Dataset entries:
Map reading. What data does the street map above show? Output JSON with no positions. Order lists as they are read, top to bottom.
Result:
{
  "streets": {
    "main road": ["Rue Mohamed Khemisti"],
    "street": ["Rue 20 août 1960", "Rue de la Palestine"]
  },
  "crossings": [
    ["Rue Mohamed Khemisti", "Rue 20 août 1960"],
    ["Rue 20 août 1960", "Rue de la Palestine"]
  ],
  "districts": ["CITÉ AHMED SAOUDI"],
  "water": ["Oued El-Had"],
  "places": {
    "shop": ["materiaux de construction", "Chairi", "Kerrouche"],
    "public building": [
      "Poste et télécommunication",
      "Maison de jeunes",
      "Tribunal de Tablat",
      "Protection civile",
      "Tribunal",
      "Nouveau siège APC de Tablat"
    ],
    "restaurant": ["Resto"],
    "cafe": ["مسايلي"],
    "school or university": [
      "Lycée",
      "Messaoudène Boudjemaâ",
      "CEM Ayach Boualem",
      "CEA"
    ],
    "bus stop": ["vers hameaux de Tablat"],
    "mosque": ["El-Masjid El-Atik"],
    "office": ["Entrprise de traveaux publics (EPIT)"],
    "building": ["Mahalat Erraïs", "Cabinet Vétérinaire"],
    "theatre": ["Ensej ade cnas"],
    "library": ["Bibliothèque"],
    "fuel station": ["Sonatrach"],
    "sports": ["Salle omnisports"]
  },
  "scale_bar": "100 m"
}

Work request: An exact copy of all the entries is what's needed; write it out.

Exercise solution:
Map reading. What data does the street map above show? Output JSON with no positions. Order lists as they are read, top to bottom.
Result:
{
  "streets": {
    "main road": ["Rue Mohamed Khemisti"],
    "street": ["Rue 20 août 1960", "Rue de la Palestine"]
  },
  "crossings": [
    ["Rue Mohamed Khemisti", "Rue 20 août 1960"],
    ["Rue 20 août 1960", "Rue de la Palestine"]
  ],
  "districts": ["CITÉ AHMED SAOUDI"],
  "water": ["Oued El-Had"],
  "places": {
    "shop": ["materiaux de construction", "Chairi", "Kerrouche"],
    "public building": [
      "Poste et télécommunication",
      "Maison de jeunes",
      "Tribunal de Tablat",
      "Protection civile",
      "Tribunal",
      "Nouveau siège APC de Tablat"
    ],
    "restaurant": ["Resto"],
    "cafe": ["مسايلي"],
    "school or university": [
      "Lycée",
      "Messaoudène Boudjemaâ",
      "CEM Ayach Boualem",
      "CEA"
    ],
    "bus stop": ["vers hameaux de Tablat"],
    "mosque": ["El-Masjid El-Atik"],
    "office": ["Entrprise de traveaux publics (EPIT)"],
    "building": ["Mahalat Erraïs", "Cabinet Vétérinaire"],
    "theatre": ["Ensej ade cnas"],
    "library": ["Bibliothèque"],
    "fuel station": ["Sonatrach"],
    "sports": ["Salle omnisports"]
  },
  "scale_bar": "100 m"
}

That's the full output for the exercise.